## WHAT IS NEEDED
Given the material below, return only the lines starting at the line with "margin:0; padding:0; list-style:none" and ending at the line with "font-size:23px; font-weight:400; color:#b9b7a2", exactly as they appear.

## MATERIAL TO PROCESS
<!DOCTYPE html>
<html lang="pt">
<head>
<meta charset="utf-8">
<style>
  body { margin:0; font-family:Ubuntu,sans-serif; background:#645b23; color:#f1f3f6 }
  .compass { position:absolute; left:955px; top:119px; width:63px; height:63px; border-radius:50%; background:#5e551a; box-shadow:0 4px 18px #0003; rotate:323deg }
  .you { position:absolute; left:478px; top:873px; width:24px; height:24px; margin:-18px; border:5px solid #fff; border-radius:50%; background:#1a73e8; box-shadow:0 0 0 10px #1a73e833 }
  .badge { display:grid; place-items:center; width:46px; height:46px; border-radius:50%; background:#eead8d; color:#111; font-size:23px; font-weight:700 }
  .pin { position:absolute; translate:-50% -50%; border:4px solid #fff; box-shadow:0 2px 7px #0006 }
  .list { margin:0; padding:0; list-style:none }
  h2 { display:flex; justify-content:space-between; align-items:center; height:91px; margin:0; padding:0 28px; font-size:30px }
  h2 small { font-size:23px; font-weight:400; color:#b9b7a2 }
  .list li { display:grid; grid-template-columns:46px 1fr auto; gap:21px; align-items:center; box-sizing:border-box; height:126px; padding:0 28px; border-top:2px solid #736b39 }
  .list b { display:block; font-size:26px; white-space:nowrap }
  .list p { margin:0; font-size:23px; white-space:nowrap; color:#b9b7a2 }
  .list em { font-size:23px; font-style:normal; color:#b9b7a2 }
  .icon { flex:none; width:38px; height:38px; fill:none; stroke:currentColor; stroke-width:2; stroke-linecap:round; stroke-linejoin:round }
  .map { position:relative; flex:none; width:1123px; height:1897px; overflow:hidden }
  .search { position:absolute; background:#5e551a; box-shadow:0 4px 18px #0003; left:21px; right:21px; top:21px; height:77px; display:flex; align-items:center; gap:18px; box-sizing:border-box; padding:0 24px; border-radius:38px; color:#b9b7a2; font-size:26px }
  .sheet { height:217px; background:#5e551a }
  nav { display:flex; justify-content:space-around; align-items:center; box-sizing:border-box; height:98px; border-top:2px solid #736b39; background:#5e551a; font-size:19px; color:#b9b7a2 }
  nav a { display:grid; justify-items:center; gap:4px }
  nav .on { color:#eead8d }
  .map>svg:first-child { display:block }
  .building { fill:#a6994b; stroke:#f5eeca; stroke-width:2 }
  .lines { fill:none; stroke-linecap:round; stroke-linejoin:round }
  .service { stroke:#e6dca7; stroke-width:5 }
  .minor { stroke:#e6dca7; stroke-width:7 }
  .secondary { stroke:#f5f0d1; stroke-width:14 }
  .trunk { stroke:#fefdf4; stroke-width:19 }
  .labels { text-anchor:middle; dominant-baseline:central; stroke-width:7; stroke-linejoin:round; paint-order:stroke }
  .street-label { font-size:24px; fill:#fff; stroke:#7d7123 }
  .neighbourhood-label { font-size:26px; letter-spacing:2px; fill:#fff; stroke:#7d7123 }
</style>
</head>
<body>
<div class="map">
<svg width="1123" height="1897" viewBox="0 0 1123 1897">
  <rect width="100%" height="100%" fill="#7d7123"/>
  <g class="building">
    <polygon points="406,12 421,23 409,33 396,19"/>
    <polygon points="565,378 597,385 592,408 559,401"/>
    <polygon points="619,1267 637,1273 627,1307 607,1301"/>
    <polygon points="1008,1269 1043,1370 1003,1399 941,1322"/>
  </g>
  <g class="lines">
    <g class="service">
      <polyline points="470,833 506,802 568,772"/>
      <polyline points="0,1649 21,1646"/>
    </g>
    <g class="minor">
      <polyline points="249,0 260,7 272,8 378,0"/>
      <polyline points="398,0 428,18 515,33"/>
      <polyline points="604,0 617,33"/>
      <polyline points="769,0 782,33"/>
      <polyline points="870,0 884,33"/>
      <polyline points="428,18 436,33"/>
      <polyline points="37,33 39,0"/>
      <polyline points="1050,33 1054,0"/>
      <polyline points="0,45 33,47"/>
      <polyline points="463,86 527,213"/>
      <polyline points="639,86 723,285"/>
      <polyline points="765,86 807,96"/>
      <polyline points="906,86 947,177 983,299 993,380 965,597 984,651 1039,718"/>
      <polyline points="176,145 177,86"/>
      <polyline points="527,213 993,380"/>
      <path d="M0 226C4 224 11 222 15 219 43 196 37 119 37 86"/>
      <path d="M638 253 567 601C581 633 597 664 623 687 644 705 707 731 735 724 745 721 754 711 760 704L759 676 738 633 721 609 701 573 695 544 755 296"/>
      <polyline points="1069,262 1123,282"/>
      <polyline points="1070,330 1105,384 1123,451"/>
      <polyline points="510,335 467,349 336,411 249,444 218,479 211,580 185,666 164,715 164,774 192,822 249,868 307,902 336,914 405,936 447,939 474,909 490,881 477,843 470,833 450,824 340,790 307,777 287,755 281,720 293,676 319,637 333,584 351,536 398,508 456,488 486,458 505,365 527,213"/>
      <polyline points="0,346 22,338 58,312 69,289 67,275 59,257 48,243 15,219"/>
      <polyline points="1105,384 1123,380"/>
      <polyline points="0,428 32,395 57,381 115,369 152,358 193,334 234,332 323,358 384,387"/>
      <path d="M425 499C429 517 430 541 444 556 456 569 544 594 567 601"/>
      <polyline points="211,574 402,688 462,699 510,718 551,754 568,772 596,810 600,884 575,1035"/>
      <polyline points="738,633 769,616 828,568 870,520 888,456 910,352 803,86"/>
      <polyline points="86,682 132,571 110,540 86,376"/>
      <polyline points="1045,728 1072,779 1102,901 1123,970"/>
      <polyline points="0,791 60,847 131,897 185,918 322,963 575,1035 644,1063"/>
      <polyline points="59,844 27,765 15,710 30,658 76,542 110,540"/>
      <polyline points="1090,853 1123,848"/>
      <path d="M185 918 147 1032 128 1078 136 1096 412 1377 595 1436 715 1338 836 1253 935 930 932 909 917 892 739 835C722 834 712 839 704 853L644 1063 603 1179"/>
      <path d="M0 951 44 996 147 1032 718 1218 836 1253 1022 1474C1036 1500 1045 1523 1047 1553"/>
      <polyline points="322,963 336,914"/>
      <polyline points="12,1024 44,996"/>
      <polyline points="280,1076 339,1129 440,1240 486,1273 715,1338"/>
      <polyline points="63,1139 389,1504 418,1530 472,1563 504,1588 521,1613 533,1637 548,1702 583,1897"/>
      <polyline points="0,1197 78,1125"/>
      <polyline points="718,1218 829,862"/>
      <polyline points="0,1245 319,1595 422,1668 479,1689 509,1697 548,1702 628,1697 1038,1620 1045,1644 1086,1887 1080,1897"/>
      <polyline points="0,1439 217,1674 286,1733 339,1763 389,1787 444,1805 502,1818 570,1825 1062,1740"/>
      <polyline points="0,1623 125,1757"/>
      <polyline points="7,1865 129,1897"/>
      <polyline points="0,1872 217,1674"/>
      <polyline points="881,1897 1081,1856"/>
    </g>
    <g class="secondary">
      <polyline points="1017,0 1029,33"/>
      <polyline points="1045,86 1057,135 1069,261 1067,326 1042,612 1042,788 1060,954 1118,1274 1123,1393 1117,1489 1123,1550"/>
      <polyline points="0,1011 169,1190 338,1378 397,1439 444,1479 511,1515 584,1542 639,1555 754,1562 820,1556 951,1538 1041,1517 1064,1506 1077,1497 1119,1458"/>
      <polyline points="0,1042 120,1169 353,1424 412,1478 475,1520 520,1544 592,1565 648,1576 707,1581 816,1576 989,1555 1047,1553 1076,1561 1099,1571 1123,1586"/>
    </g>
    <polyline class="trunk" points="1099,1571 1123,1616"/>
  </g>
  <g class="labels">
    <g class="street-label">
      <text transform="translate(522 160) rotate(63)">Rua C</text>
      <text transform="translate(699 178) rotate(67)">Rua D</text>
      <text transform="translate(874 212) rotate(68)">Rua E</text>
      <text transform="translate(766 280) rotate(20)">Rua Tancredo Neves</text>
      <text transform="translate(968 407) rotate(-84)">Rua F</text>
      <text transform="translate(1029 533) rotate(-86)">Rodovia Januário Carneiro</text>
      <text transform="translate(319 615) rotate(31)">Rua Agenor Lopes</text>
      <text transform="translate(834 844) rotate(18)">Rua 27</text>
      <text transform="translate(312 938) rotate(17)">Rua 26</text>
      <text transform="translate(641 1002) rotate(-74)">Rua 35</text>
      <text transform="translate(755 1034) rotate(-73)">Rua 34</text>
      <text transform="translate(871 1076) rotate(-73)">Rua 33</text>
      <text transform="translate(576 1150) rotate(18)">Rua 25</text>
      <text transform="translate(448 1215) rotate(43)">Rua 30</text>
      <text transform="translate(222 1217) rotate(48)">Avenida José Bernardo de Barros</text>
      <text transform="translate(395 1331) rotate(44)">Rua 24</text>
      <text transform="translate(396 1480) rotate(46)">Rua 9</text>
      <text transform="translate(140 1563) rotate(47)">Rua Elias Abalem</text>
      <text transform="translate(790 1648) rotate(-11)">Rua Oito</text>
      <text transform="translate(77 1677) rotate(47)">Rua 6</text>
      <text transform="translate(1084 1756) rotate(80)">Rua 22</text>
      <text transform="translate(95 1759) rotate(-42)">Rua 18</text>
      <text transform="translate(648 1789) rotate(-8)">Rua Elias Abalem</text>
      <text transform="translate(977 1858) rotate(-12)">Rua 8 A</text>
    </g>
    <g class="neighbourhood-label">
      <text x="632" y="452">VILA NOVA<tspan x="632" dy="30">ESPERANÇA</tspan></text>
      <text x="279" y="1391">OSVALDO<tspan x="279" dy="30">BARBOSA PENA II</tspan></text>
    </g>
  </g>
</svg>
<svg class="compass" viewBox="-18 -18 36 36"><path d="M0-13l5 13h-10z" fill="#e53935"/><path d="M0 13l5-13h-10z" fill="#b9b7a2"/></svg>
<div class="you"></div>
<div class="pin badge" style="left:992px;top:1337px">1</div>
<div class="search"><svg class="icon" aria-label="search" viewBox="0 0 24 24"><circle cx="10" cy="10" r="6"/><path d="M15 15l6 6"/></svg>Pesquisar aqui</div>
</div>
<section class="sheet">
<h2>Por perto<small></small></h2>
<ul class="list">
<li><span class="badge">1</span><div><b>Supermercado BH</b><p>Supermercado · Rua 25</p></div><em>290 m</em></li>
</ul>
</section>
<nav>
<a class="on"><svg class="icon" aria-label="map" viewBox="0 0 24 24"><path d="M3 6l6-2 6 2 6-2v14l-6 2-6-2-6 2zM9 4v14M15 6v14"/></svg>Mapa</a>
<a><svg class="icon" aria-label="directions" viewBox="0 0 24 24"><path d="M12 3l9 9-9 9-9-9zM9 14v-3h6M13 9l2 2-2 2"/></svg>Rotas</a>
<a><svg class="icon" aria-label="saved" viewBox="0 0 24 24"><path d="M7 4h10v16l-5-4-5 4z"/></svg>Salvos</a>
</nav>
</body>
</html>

## WRITTEN SOLUTION
  .list { margin:0; padding:0; list-style:none }
  h2 { display:flex; justify-content:space-between; align-items:center; height:91px; margin:0; padding:0 28px; font-size:30px }
  h2 small { font-size:23px; font-weight:400; color:#b9b7a2 }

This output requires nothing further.